### What the exercise asks
Which lines run from the line with "function fillPath(path, color)" through the line with "M209,683L268,685V713L208,712Z" in the entries below? Print them exactly, both ends included, and nothing more.

(Beginning of Source information)

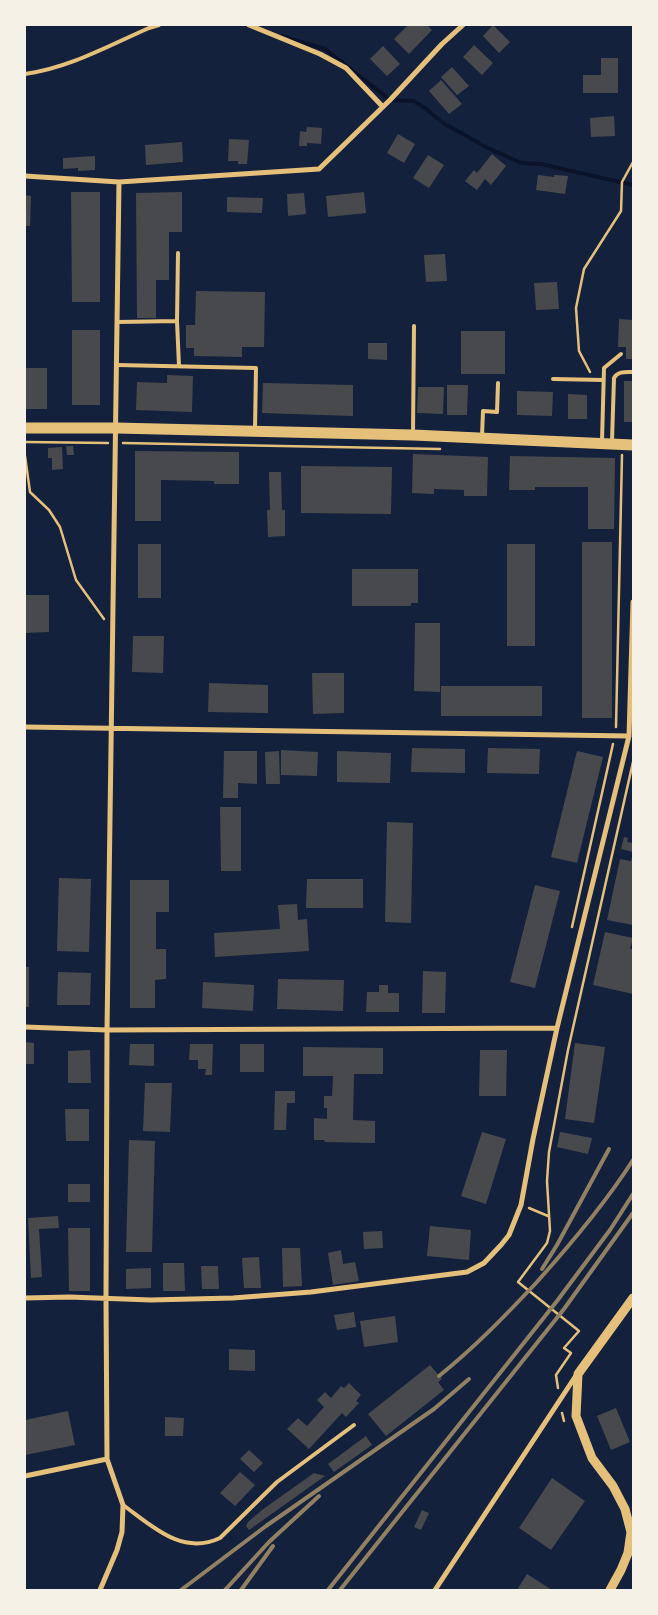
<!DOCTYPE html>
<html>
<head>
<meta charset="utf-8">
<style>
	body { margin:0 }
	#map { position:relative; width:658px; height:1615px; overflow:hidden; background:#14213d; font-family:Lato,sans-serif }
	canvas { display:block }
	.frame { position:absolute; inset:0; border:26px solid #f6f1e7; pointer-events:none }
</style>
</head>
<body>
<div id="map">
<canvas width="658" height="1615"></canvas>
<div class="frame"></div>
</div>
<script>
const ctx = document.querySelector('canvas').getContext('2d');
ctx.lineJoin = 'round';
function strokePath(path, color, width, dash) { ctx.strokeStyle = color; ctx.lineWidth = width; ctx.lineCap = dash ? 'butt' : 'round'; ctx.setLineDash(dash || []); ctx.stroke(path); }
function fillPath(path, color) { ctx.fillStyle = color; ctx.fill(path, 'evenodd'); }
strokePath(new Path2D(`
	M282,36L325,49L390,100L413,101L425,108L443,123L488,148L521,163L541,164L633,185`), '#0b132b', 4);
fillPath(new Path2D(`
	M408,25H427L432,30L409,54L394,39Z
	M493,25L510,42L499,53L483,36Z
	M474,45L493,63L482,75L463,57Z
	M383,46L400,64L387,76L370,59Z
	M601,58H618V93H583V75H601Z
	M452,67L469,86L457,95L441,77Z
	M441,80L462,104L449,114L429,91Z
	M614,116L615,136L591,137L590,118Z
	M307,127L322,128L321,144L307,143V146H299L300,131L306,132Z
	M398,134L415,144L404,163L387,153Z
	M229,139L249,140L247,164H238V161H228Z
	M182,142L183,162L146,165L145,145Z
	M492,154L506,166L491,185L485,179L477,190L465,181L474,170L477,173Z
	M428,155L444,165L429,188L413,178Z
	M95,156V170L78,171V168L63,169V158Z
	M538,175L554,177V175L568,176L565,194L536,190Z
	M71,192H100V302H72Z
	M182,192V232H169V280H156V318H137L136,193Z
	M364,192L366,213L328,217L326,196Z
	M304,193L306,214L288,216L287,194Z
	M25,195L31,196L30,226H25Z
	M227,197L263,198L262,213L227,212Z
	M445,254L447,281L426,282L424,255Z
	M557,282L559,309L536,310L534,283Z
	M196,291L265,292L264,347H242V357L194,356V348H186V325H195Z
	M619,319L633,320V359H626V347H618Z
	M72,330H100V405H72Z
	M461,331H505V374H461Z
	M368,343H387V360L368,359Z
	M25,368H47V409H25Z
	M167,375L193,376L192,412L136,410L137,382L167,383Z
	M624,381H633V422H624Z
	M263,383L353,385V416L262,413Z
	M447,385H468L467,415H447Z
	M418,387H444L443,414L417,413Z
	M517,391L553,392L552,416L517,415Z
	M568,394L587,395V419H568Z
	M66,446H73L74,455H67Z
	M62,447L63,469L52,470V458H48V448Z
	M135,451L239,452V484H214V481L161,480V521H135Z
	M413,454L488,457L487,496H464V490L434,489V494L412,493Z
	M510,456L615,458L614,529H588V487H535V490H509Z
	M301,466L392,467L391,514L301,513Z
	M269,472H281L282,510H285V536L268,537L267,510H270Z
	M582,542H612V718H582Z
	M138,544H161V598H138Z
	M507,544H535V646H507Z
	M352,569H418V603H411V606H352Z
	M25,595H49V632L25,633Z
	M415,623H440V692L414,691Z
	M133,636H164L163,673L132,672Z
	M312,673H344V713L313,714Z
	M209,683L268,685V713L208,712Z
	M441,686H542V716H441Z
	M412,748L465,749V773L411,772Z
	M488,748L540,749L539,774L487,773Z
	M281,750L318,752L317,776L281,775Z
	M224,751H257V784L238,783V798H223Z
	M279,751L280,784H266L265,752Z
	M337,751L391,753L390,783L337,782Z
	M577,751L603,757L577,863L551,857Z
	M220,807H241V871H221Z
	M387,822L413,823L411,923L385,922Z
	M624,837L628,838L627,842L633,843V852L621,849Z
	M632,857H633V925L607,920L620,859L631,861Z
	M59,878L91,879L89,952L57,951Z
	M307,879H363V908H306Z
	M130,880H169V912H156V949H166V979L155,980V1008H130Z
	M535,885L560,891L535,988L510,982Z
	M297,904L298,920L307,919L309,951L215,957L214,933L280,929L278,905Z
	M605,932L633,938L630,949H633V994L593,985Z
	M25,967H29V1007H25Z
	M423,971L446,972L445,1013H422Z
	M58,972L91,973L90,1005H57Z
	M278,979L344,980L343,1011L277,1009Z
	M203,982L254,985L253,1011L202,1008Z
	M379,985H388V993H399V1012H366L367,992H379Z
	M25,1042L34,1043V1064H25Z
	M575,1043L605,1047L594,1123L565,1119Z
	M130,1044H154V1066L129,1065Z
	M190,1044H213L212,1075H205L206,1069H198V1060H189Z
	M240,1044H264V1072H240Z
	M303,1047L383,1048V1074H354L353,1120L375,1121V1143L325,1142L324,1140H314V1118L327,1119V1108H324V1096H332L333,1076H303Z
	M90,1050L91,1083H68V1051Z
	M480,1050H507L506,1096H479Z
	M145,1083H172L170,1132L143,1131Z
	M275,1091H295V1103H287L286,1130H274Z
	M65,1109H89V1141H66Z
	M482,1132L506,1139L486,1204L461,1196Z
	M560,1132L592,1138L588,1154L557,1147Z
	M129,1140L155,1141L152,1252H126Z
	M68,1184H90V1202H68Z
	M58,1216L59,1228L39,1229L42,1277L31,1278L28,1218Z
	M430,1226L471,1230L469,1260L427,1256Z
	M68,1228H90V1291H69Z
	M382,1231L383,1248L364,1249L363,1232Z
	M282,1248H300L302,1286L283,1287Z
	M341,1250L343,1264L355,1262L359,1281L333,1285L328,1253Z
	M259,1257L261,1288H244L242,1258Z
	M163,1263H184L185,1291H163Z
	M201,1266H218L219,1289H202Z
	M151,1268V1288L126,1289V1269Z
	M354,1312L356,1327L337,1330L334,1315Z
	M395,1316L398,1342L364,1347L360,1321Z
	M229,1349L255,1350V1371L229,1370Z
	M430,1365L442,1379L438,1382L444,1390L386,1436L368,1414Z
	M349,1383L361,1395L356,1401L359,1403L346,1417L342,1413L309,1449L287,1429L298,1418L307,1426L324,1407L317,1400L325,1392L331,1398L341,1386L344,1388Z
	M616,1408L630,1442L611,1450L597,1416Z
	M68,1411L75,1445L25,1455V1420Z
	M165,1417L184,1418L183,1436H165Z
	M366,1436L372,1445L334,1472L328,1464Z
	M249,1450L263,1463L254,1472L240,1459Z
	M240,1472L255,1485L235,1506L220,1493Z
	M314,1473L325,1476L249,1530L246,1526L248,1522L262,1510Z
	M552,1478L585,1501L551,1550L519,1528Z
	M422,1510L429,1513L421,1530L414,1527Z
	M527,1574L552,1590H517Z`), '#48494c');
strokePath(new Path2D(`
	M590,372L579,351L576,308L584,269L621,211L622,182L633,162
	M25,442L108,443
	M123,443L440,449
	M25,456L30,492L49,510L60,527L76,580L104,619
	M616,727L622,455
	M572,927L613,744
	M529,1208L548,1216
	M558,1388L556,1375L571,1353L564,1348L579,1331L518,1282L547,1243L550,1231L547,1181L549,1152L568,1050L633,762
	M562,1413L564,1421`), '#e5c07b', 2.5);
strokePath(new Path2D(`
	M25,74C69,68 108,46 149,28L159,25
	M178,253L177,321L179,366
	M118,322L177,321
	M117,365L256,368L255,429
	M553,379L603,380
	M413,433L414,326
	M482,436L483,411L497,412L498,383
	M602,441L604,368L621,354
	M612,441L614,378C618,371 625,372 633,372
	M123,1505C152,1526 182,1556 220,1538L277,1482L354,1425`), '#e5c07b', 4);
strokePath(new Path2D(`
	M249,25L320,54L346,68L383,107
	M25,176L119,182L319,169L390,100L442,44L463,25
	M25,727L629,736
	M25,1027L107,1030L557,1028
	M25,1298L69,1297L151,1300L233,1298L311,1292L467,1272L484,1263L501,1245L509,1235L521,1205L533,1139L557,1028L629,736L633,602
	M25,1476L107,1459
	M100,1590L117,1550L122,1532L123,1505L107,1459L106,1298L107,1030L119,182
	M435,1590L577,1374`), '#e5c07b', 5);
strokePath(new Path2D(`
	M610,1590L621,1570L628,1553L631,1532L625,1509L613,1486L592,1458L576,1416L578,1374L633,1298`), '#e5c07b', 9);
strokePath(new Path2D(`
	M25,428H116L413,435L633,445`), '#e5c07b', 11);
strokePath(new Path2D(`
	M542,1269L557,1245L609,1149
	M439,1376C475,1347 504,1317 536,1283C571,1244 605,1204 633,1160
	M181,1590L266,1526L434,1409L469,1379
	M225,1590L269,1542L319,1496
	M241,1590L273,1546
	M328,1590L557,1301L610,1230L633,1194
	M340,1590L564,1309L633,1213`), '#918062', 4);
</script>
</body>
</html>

(End of Source information)

### Result of this task
function fillPath(path, color) { ctx.fillStyle = color; ctx.fill(path, 'evenodd'); }
strokePath(new Path2D(`
	M282,36L325,49L390,100L413,101L425,108L443,123L488,148L521,163L541,164L633,185`), '#0b132b', 4);
fillPath(new Path2D(`
	M408,25H427L432,30L409,54L394,39Z
	M493,25L510,42L499,53L483,36Z
	M474,45L493,63L482,75L463,57Z
	M383,46L400,64L387,76L370,59Z
	M601,58H618V93H583V75H601Z
	M452,67L469,86L457,95L441,77Z
	M441,80L462,104L449,114L429,91Z
	M614,116L615,136L591,137L590,118Z
	M307,127L322,128L321,144L307,143V146H299L300,131L306,132Z
	M398,134L415,144L404,163L387,153Z
	M229,139L249,140L247,164H238V161H228Z
	M182,142L183,162L146,165L145,145Z
	M492,154L506,166L491,185L485,179L477,190L465,181L474,170L477,173Z
	M428,155L444,165L429,188L413,178Z
	M95,156V170L78,171V168L63,169V158Z
	M538,175L554,177V175L568,176L565,194L536,190Z
	M71,192H100V302H72Z
	M182,192V232H169V280H156V318H137L136,193Z
	M364,192L366,213L328,217L326,196Z
	M304,193L306,214L288,216L287,194Z
	M25,195L31,196L30,226H25Z
	M227,197L263,198L262,213L227,212Z
	M445,254L447,281L426,282L424,255Z
	M557,282L559,309L536,310L534,283Z
	M196,291L265,292L264,347H242V357L194,356V348H186V325H195Z
	M619,319L633,320V359H626V347H618Z
	M72,330H100V405H72Z
	M461,331H505V374H461Z
	M368,343H387V360L368,359Z
	M25,368H47V409H25Z
	M167,375L193,376L192,412L136,410L137,382L167,383Z
	M624,381H633V422H624Z
	M263,383L353,385V416L262,413Z
	M447,385H468L467,415H447Z
	M418,387H444L443,414L417,413Z
	M517,391L553,392L552,416L517,415Z
	M568,394L587,395V419H568Z
	M66,446H73L74,455H67Z
	M62,447L63,469L52,470V458H48V448Z
	M135,451L239,452V484H214V481L161,480V521H135Z
	M413,454L488,457L487,496H464V490L434,489V494L412,493Z
	M510,456L615,458L614,529H588V487H535V490H509Z
	M301,466L392,467L391,514L301,513Z
	M269,472H281L282,510H285V536L268,537L267,510H270Z
	M582,542H612V718H582Z
	M138,544H161V598H138Z
	M507,544H535V646H507Z
	M352,569H418V603H411V606H352Z
	M25,595H49V632L25,633Z
	M415,623H440V692L414,691Z
	M133,636H164L163,673L132,672Z
	M312,673H344V713L313,714Z
	M209,683L268,685V713L208,712Z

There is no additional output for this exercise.